**BRIEF:**
Copy, from the entries below, each line in which the string "symbols" appears.

**DATA FOR THIS TASK:**
◆ ◆ ◆

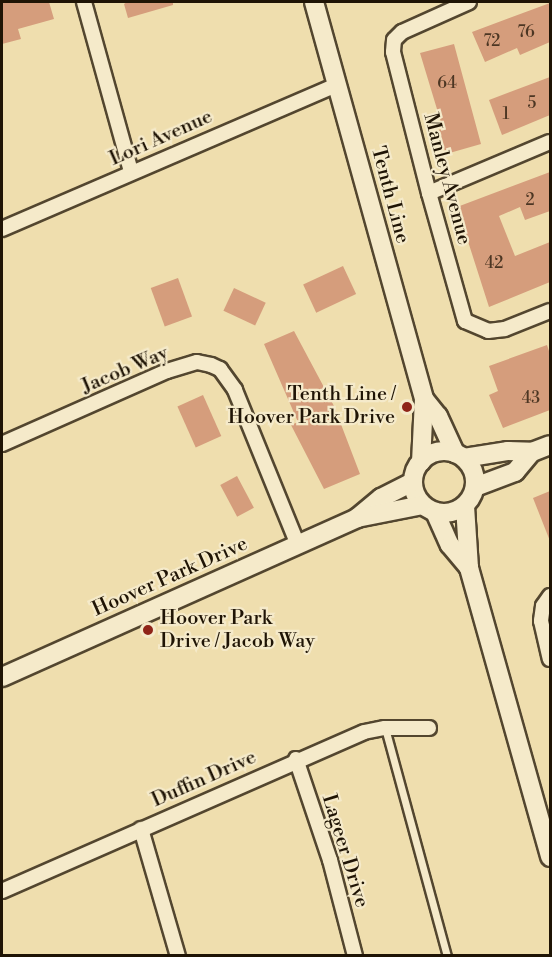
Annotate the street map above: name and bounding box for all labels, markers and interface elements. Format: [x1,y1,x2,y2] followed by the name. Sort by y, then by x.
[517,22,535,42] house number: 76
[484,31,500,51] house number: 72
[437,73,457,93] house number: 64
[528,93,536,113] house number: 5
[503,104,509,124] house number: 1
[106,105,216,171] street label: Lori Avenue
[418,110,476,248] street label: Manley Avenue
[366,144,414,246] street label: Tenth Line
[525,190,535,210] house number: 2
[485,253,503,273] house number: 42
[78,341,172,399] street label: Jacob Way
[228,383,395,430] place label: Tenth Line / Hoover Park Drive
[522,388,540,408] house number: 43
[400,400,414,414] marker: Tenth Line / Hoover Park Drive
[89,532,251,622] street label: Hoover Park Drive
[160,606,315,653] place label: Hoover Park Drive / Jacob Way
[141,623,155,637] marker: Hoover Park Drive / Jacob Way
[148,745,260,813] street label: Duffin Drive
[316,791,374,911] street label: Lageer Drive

◆ ◆ ◆

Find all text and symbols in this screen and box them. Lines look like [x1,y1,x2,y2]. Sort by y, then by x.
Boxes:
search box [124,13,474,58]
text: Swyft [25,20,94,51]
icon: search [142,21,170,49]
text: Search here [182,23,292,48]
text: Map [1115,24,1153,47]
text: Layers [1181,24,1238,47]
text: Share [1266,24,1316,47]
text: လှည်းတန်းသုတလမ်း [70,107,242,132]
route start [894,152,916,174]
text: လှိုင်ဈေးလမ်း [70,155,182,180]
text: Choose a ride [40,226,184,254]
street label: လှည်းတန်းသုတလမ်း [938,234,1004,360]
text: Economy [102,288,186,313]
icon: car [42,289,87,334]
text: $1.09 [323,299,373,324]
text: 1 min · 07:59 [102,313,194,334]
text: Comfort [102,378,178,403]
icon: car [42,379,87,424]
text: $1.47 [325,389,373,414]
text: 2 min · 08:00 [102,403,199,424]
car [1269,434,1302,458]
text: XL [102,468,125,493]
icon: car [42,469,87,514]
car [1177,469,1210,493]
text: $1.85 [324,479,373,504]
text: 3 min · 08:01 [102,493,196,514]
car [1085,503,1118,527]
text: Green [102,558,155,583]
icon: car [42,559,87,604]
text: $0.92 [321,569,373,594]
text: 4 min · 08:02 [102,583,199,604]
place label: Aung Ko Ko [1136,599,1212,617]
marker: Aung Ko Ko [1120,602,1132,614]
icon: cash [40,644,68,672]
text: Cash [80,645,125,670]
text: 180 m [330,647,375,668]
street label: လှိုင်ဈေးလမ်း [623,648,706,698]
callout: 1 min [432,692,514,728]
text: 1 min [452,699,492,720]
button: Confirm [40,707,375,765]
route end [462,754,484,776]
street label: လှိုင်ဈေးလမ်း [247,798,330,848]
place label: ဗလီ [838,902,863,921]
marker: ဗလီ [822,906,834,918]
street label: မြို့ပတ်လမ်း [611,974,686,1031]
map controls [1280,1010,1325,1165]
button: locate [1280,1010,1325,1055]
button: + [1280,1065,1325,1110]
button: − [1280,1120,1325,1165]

◆ ◆ ◆

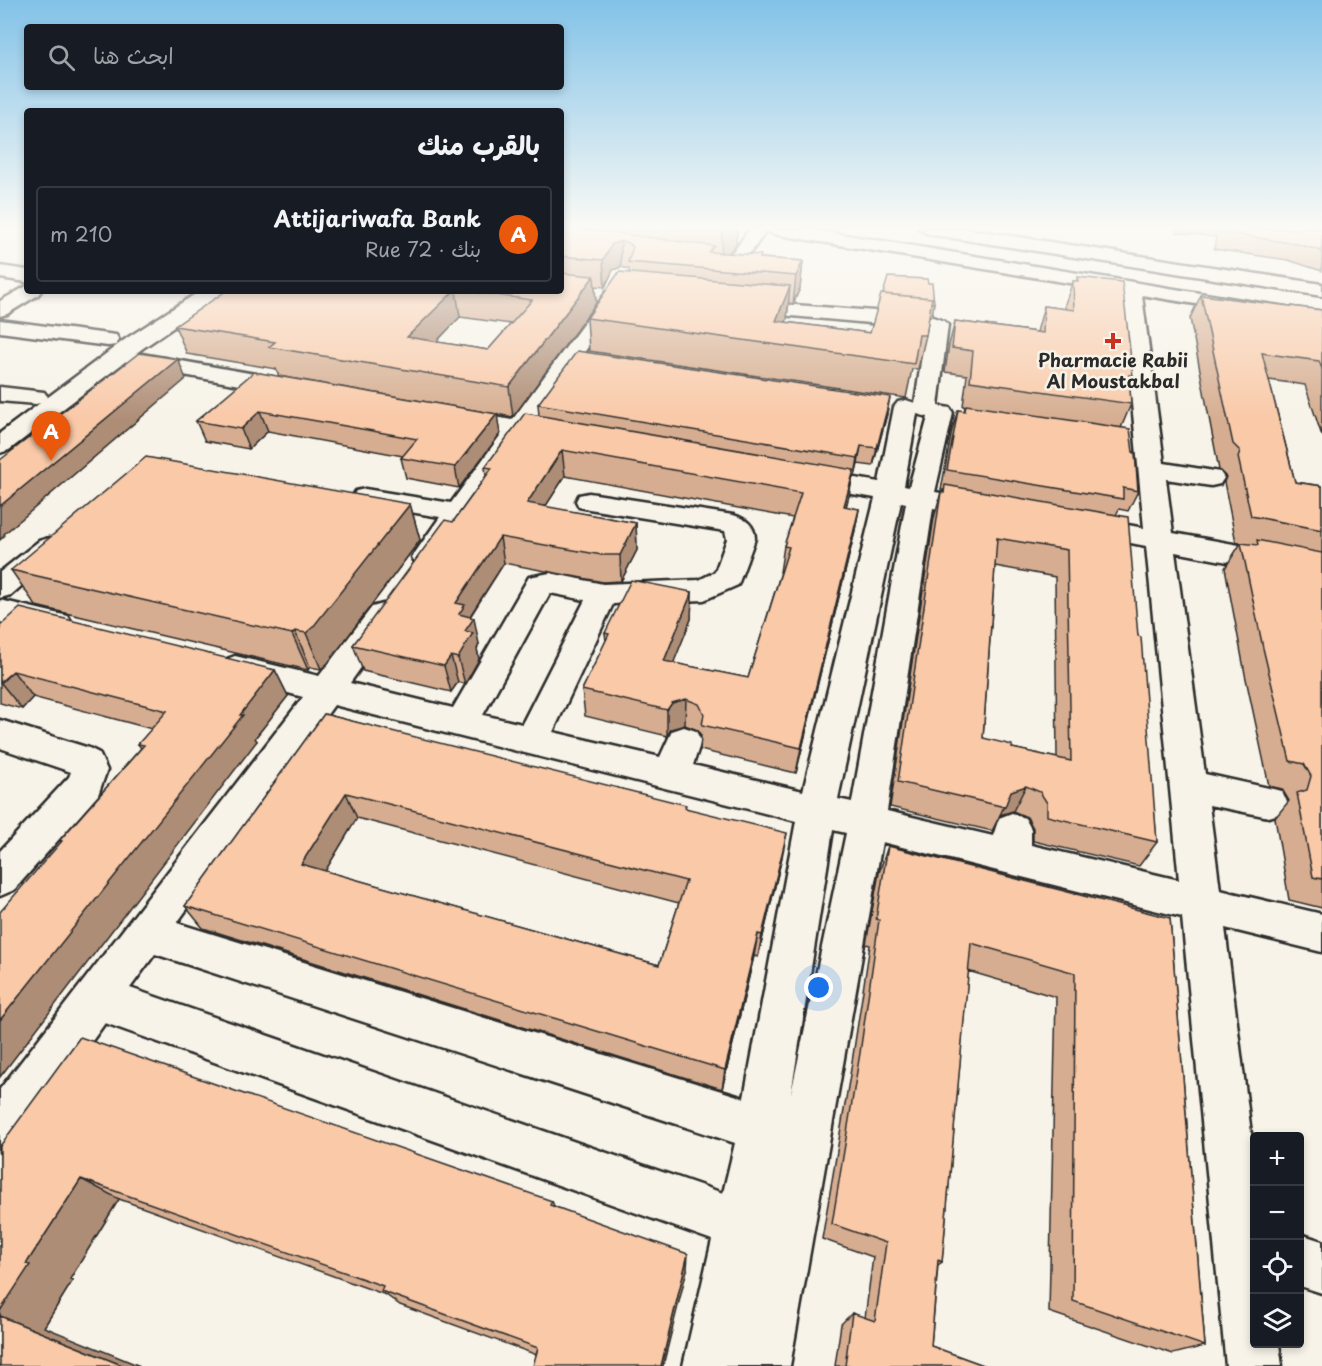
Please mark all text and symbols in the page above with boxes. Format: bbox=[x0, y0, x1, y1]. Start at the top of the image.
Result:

◆ ◆ ◆

**TASK RESULT:**
Find all text and symbols in this screen and box them. Lines look like [x1,y1,x2,y2]. Sort by y, then by x.
Please mark all text and symbols in the page above with boxes. Format: bbox=[x0, y0, x1, y1]. Start at the top of the image.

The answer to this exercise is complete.